RECORD EXCERPTS:
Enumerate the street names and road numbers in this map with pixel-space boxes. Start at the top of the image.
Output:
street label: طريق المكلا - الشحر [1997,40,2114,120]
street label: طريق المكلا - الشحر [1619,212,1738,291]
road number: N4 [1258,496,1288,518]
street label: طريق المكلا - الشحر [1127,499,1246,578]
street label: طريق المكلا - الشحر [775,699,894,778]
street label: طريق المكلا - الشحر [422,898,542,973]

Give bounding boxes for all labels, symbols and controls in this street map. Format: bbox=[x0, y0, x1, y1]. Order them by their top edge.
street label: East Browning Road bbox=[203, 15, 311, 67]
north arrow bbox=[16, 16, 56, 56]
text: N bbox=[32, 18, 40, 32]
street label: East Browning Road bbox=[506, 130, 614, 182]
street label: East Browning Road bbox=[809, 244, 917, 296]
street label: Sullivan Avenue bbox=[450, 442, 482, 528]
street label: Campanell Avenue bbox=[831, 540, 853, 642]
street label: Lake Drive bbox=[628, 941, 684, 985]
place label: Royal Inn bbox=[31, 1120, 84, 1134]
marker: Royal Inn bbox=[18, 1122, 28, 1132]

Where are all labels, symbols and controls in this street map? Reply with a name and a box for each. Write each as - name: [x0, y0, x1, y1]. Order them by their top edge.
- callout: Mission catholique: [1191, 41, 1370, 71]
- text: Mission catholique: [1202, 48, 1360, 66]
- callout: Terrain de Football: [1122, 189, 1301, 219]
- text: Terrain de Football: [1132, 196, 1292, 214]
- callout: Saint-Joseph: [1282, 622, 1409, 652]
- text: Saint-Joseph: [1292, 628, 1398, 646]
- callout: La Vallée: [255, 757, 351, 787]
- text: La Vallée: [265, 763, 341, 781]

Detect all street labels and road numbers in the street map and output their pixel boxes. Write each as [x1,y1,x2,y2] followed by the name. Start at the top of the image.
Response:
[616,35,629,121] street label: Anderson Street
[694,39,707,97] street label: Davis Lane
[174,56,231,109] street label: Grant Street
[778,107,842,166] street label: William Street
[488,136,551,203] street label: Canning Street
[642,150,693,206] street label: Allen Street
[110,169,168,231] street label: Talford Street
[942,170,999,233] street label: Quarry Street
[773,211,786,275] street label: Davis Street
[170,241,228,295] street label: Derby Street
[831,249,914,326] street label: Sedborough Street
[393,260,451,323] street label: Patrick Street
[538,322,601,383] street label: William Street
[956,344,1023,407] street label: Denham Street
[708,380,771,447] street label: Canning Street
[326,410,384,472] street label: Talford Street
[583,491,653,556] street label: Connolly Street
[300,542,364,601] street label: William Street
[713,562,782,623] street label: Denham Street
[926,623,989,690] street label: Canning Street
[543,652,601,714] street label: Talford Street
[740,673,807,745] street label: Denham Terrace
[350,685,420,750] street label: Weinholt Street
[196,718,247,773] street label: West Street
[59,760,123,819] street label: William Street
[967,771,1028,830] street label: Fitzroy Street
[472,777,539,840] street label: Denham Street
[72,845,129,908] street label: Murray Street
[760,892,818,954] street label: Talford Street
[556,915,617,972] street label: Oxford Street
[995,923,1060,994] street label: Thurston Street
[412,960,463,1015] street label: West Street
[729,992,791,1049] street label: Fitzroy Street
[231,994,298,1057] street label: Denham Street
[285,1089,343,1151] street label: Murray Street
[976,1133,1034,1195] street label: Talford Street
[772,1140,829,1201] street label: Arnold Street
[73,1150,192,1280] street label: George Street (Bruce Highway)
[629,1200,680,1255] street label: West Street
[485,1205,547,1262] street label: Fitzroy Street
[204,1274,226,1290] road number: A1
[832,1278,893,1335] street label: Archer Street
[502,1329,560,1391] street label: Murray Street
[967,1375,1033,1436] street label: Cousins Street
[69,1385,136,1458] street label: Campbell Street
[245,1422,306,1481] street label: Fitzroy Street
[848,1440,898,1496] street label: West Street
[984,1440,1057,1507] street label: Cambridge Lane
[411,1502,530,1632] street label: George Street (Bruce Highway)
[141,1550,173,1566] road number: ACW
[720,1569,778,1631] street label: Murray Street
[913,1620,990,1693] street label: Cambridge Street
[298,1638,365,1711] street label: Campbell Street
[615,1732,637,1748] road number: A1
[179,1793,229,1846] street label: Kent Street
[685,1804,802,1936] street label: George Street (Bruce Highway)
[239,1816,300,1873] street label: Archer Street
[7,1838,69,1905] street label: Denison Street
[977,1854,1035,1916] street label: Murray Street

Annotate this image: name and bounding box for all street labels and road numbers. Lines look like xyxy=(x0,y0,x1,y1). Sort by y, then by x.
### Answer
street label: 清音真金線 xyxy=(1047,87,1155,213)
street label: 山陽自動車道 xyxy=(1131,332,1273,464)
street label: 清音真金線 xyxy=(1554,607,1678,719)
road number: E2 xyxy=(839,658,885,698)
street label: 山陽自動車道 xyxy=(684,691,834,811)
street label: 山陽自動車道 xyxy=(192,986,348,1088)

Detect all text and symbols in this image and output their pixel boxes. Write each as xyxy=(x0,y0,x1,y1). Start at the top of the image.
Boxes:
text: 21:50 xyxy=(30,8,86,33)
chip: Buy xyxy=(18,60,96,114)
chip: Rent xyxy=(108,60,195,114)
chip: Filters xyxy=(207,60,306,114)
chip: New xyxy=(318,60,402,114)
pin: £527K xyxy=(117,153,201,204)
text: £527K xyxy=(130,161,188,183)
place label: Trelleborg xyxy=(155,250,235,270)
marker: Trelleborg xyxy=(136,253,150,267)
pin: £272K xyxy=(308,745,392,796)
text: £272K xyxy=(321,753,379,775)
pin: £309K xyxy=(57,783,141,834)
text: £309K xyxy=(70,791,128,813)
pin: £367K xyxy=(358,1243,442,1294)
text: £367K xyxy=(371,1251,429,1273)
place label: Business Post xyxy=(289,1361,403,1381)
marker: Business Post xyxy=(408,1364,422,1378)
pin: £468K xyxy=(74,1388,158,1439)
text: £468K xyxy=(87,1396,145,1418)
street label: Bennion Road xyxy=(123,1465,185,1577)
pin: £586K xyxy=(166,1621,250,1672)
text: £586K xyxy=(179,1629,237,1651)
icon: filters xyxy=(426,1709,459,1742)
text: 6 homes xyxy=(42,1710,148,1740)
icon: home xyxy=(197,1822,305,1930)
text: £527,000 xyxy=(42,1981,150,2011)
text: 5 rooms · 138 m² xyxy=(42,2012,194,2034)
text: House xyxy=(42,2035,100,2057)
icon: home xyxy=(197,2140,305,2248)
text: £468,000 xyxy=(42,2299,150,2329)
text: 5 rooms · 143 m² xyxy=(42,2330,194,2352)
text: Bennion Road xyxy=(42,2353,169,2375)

WHAT TO WORK ON: Please retype all of the data above exactly as it appears.

SOLUTION FOR THIS PROBLEM:
Enumerate the street names and road numbers in this map with pixel-space boxes. Start at the top of the image.
Output:
street label: طريق المكلا - الشحر [1997,40,2114,120]
street label: طريق المكلا - الشحر [1619,212,1738,291]
road number: N4 [1258,496,1288,518]
street label: طريق المكلا - الشحر [1127,499,1246,578]
street label: طريق المكلا - الشحر [775,699,894,778]
street label: طريق المكلا - الشحر [422,898,542,973]

Give bounding boxes for all labels, symbols and controls in this street map. Format: bbox=[x0, y0, x1, y1]. Order them by their top edge.
street label: East Browning Road bbox=[203, 15, 311, 67]
north arrow bbox=[16, 16, 56, 56]
text: N bbox=[32, 18, 40, 32]
street label: East Browning Road bbox=[506, 130, 614, 182]
street label: East Browning Road bbox=[809, 244, 917, 296]
street label: Sullivan Avenue bbox=[450, 442, 482, 528]
street label: Campanell Avenue bbox=[831, 540, 853, 642]
street label: Lake Drive bbox=[628, 941, 684, 985]
place label: Royal Inn bbox=[31, 1120, 84, 1134]
marker: Royal Inn bbox=[18, 1122, 28, 1132]

Where are all labels, symbols and controls in this street map? Reply with a name and a box for each. Write each as - name: [x0, y0, x1, y1]. Order them by their top edge.
- callout: Mission catholique: [1191, 41, 1370, 71]
- text: Mission catholique: [1202, 48, 1360, 66]
- callout: Terrain de Football: [1122, 189, 1301, 219]
- text: Terrain de Football: [1132, 196, 1292, 214]
- callout: Saint-Joseph: [1282, 622, 1409, 652]
- text: Saint-Joseph: [1292, 628, 1398, 646]
- callout: La Vallée: [255, 757, 351, 787]
- text: La Vallée: [265, 763, 341, 781]

Detect all street labels and road numbers in the street map and output their pixel boxes. Write each as [x1,y1,x2,y2] followed by the name. Start at the top of the image.
Response:
[616,35,629,121] street label: Anderson Street
[694,39,707,97] street label: Davis Lane
[174,56,231,109] street label: Grant Street
[778,107,842,166] street label: William Street
[488,136,551,203] street label: Canning Street
[642,150,693,206] street label: Allen Street
[110,169,168,231] street label: Talford Street
[942,170,999,233] street label: Quarry Street
[773,211,786,275] street label: Davis Street
[170,241,228,295] street label: Derby Street
[831,249,914,326] street label: Sedborough Street
[393,260,451,323] street label: Patrick Street
[538,322,601,383] street label: William Street
[956,344,1023,407] street label: Denham Street
[708,380,771,447] street label: Canning Street
[326,410,384,472] street label: Talford Street
[583,491,653,556] street label: Connolly Street
[300,542,364,601] street label: William Street
[713,562,782,623] street label: Denham Street
[926,623,989,690] street label: Canning Street
[543,652,601,714] street label: Talford Street
[740,673,807,745] street label: Denham Terrace
[350,685,420,750] street label: Weinholt Street
[196,718,247,773] street label: West Street
[59,760,123,819] street label: William Street
[967,771,1028,830] street label: Fitzroy Street
[472,777,539,840] street label: Denham Street
[72,845,129,908] street label: Murray Street
[760,892,818,954] street label: Talford Street
[556,915,617,972] street label: Oxford Street
[995,923,1060,994] street label: Thurston Street
[412,960,463,1015] street label: West Street
[729,992,791,1049] street label: Fitzroy Street
[231,994,298,1057] street label: Denham Street
[285,1089,343,1151] street label: Murray Street
[976,1133,1034,1195] street label: Talford Street
[772,1140,829,1201] street label: Arnold Street
[73,1150,192,1280] street label: George Street (Bruce Highway)
[629,1200,680,1255] street label: West Street
[485,1205,547,1262] street label: Fitzroy Street
[204,1274,226,1290] road number: A1
[832,1278,893,1335] street label: Archer Street
[502,1329,560,1391] street label: Murray Street
[967,1375,1033,1436] street label: Cousins Street
[69,1385,136,1458] street label: Campbell Street
[245,1422,306,1481] street label: Fitzroy Street
[848,1440,898,1496] street label: West Street
[984,1440,1057,1507] street label: Cambridge Lane
[411,1502,530,1632] street label: George Street (Bruce Highway)
[141,1550,173,1566] road number: ACW
[720,1569,778,1631] street label: Murray Street
[913,1620,990,1693] street label: Cambridge Street
[298,1638,365,1711] street label: Campbell Street
[615,1732,637,1748] road number: A1
[179,1793,229,1846] street label: Kent Street
[685,1804,802,1936] street label: George Street (Bruce Highway)
[239,1816,300,1873] street label: Archer Street
[7,1838,69,1905] street label: Denison Street
[977,1854,1035,1916] street label: Murray Street

Annotate this image: name and bounding box for all street labels and road numbers. Lines look like xyxy=(x0,y0,x1,y1). Sort by y, then by x.
### Answer
street label: 清音真金線 xyxy=(1047,87,1155,213)
street label: 山陽自動車道 xyxy=(1131,332,1273,464)
street label: 清音真金線 xyxy=(1554,607,1678,719)
road number: E2 xyxy=(839,658,885,698)
street label: 山陽自動車道 xyxy=(684,691,834,811)
street label: 山陽自動車道 xyxy=(192,986,348,1088)

Detect all text and symbols in this image and output their pixel boxes. Write each as xyxy=(x0,y0,x1,y1). Start at the top of the image.
Boxes:
text: 21:50 xyxy=(30,8,86,33)
chip: Buy xyxy=(18,60,96,114)
chip: Rent xyxy=(108,60,195,114)
chip: Filters xyxy=(207,60,306,114)
chip: New xyxy=(318,60,402,114)
pin: £527K xyxy=(117,153,201,204)
text: £527K xyxy=(130,161,188,183)
place label: Trelleborg xyxy=(155,250,235,270)
marker: Trelleborg xyxy=(136,253,150,267)
pin: £272K xyxy=(308,745,392,796)
text: £272K xyxy=(321,753,379,775)
pin: £309K xyxy=(57,783,141,834)
text: £309K xyxy=(70,791,128,813)
pin: £367K xyxy=(358,1243,442,1294)
text: £367K xyxy=(371,1251,429,1273)
place label: Business Post xyxy=(289,1361,403,1381)
marker: Business Post xyxy=(408,1364,422,1378)
pin: £468K xyxy=(74,1388,158,1439)
text: £468K xyxy=(87,1396,145,1418)
street label: Bennion Road xyxy=(123,1465,185,1577)
pin: £586K xyxy=(166,1621,250,1672)
text: £586K xyxy=(179,1629,237,1651)
icon: filters xyxy=(426,1709,459,1742)
text: 6 homes xyxy=(42,1710,148,1740)
icon: home xyxy=(197,1822,305,1930)
text: £527,000 xyxy=(42,1981,150,2011)
text: 5 rooms · 138 m² xyxy=(42,2012,194,2034)
text: House xyxy=(42,2035,100,2057)
icon: home xyxy=(197,2140,305,2248)
text: £468,000 xyxy=(42,2299,150,2329)
text: 5 rooms · 143 m² xyxy=(42,2330,194,2352)
text: Bennion Road xyxy=(42,2353,169,2375)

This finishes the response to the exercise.